#### What the exercise asks
Without including any images, repeat the data exactly.

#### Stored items
━━━━━━━━━━━━━━━━

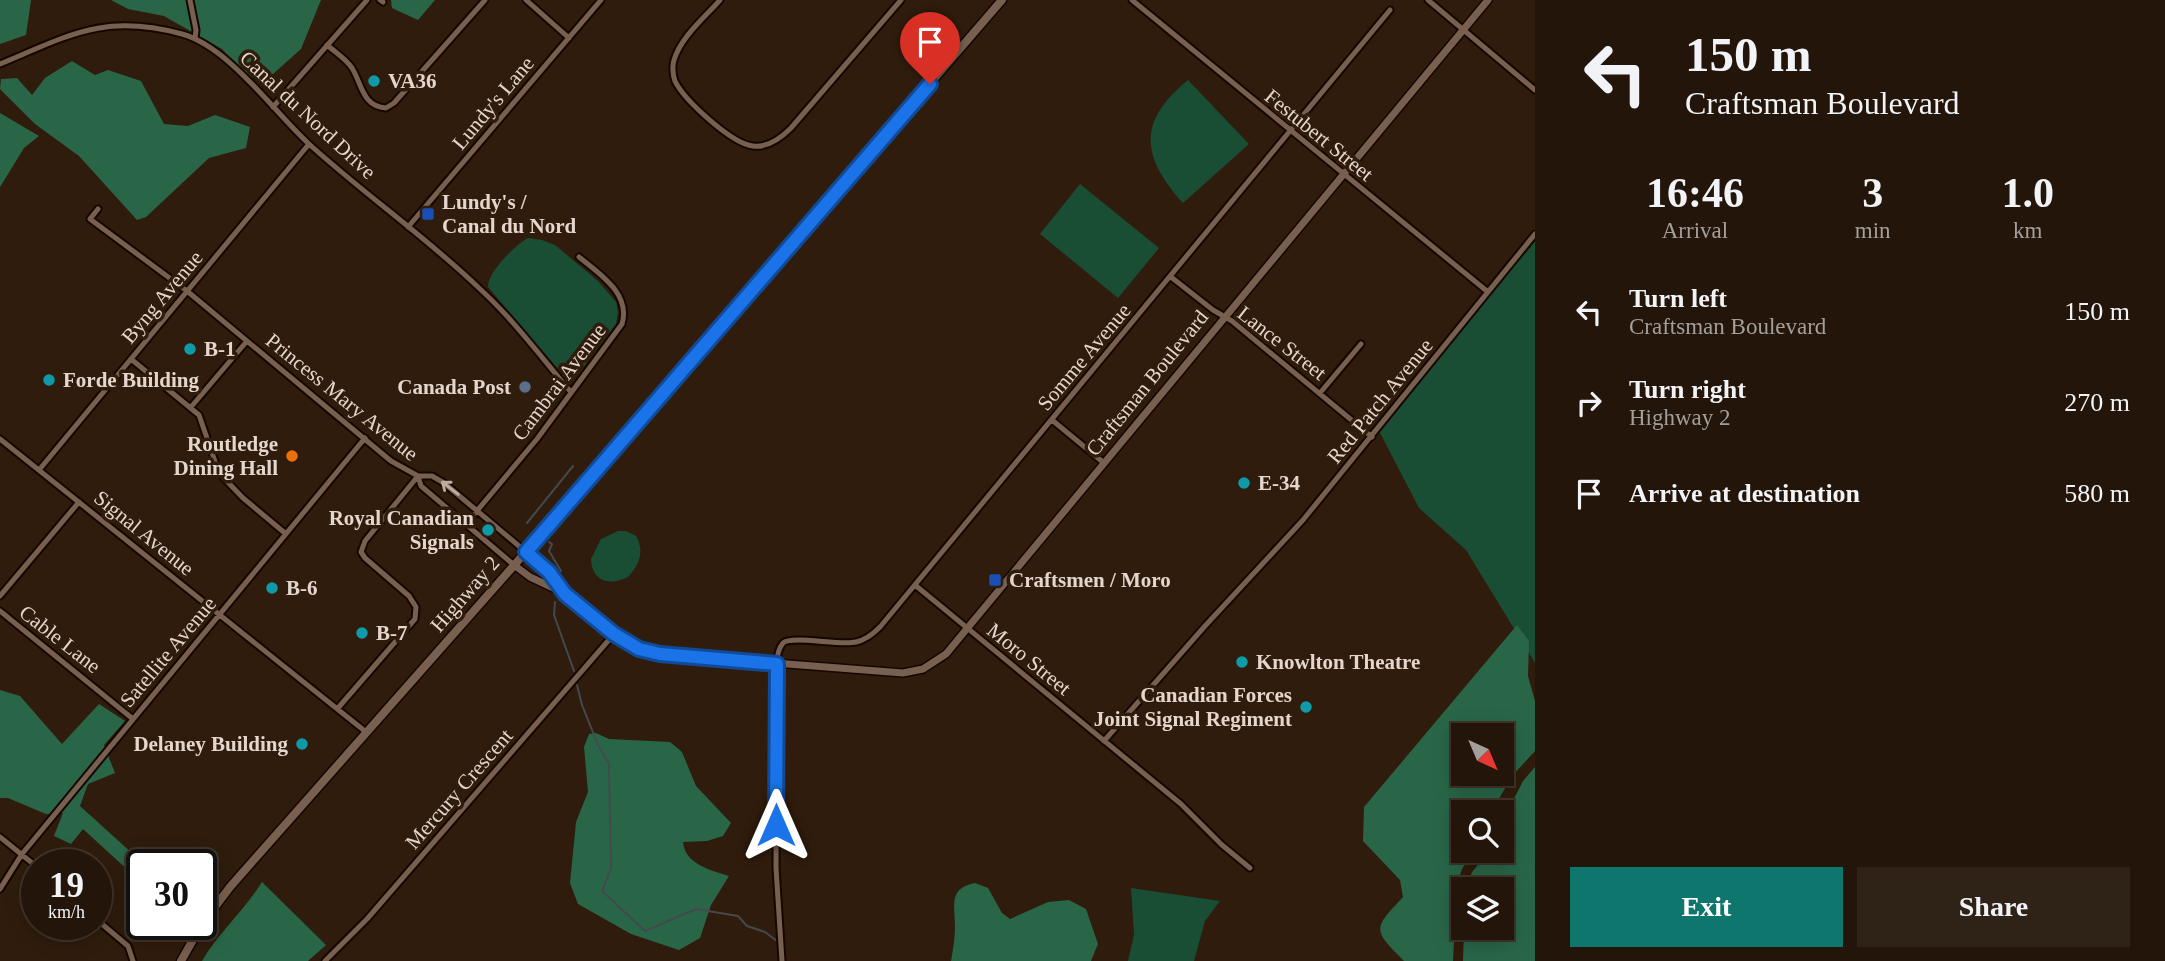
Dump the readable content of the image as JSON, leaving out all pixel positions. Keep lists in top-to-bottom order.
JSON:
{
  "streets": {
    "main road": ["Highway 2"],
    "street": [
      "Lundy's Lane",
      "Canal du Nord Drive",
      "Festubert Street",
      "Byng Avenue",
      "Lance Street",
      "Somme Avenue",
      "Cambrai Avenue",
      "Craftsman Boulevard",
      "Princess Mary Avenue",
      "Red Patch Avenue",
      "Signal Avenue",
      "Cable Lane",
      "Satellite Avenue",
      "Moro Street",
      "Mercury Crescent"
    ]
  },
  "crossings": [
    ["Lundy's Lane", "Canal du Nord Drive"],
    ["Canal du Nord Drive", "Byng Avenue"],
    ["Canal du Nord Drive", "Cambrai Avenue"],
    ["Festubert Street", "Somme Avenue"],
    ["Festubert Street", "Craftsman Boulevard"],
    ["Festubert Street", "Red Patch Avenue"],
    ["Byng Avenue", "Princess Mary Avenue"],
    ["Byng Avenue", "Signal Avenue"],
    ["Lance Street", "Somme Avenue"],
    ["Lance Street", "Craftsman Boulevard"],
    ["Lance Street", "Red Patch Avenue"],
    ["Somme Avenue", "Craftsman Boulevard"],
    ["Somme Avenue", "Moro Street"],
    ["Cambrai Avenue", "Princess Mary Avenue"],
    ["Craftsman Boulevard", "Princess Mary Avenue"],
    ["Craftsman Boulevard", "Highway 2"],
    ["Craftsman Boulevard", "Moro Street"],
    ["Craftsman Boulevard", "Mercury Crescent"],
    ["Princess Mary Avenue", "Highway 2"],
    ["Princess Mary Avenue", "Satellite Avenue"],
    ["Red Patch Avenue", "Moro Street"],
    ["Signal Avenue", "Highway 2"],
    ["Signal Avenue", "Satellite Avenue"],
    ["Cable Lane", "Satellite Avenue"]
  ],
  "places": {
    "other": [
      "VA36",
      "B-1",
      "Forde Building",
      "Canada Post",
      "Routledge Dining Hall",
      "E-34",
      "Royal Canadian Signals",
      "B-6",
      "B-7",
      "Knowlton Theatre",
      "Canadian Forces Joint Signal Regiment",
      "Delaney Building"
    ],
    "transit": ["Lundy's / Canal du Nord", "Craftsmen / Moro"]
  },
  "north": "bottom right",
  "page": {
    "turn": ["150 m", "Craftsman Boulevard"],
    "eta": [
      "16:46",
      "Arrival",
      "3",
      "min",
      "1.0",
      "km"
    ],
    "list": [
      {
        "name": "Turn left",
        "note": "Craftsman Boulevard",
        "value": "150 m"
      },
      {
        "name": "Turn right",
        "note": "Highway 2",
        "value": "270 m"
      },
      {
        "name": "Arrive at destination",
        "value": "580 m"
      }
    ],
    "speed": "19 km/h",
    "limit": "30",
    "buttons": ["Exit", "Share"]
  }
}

━━━━━━━━━━━━━━━━

#### Answer to this problem
Dump the readable content of the image as JSON, leaving out all pixel positions. Keep lists in top-to-bottom order.
JSON:
{
  "streets": {
    "main road": ["Highway 2"],
    "street": [
      "Lundy's Lane",
      "Canal du Nord Drive",
      "Festubert Street",
      "Byng Avenue",
      "Lance Street",
      "Somme Avenue",
      "Cambrai Avenue",
      "Craftsman Boulevard",
      "Princess Mary Avenue",
      "Red Patch Avenue",
      "Signal Avenue",
      "Cable Lane",
      "Satellite Avenue",
      "Moro Street",
      "Mercury Crescent"
    ]
  },
  "crossings": [
    ["Lundy's Lane", "Canal du Nord Drive"],
    ["Canal du Nord Drive", "Byng Avenue"],
    ["Canal du Nord Drive", "Cambrai Avenue"],
    ["Festubert Street", "Somme Avenue"],
    ["Festubert Street", "Craftsman Boulevard"],
    ["Festubert Street", "Red Patch Avenue"],
    ["Byng Avenue", "Princess Mary Avenue"],
    ["Byng Avenue", "Signal Avenue"],
    ["Lance Street", "Somme Avenue"],
    ["Lance Street", "Craftsman Boulevard"],
    ["Lance Street", "Red Patch Avenue"],
    ["Somme Avenue", "Craftsman Boulevard"],
    ["Somme Avenue", "Moro Street"],
    ["Cambrai Avenue", "Princess Mary Avenue"],
    ["Craftsman Boulevard", "Princess Mary Avenue"],
    ["Craftsman Boulevard", "Highway 2"],
    ["Craftsman Boulevard", "Moro Street"],
    ["Craftsman Boulevard", "Mercury Crescent"],
    ["Princess Mary Avenue", "Highway 2"],
    ["Princess Mary Avenue", "Satellite Avenue"],
    ["Red Patch Avenue", "Moro Street"],
    ["Signal Avenue", "Highway 2"],
    ["Signal Avenue", "Satellite Avenue"],
    ["Cable Lane", "Satellite Avenue"]
  ],
  "places": {
    "other": [
      "VA36",
      "B-1",
      "Forde Building",
      "Canada Post",
      "Routledge Dining Hall",
      "E-34",
      "Royal Canadian Signals",
      "B-6",
      "B-7",
      "Knowlton Theatre",
      "Canadian Forces Joint Signal Regiment",
      "Delaney Building"
    ],
    "transit": ["Lundy's / Canal du Nord", "Craftsmen / Moro"]
  },
  "north": "bottom right",
  "page": {
    "turn": ["150 m", "Craftsman Boulevard"],
    "eta": [
      "16:46",
      "Arrival",
      "3",
      "min",
      "1.0",
      "km"
    ],
    "list": [
      {
        "name": "Turn left",
        "note": "Craftsman Boulevard",
        "value": "150 m"
      },
      {
        "name": "Turn right",
        "note": "Highway 2",
        "value": "270 m"
      },
      {
        "name": "Arrive at destination",
        "value": "580 m"
      }
    ],
    "speed": "19 km/h",
    "limit": "30",
    "buttons": ["Exit", "Share"]
  }
}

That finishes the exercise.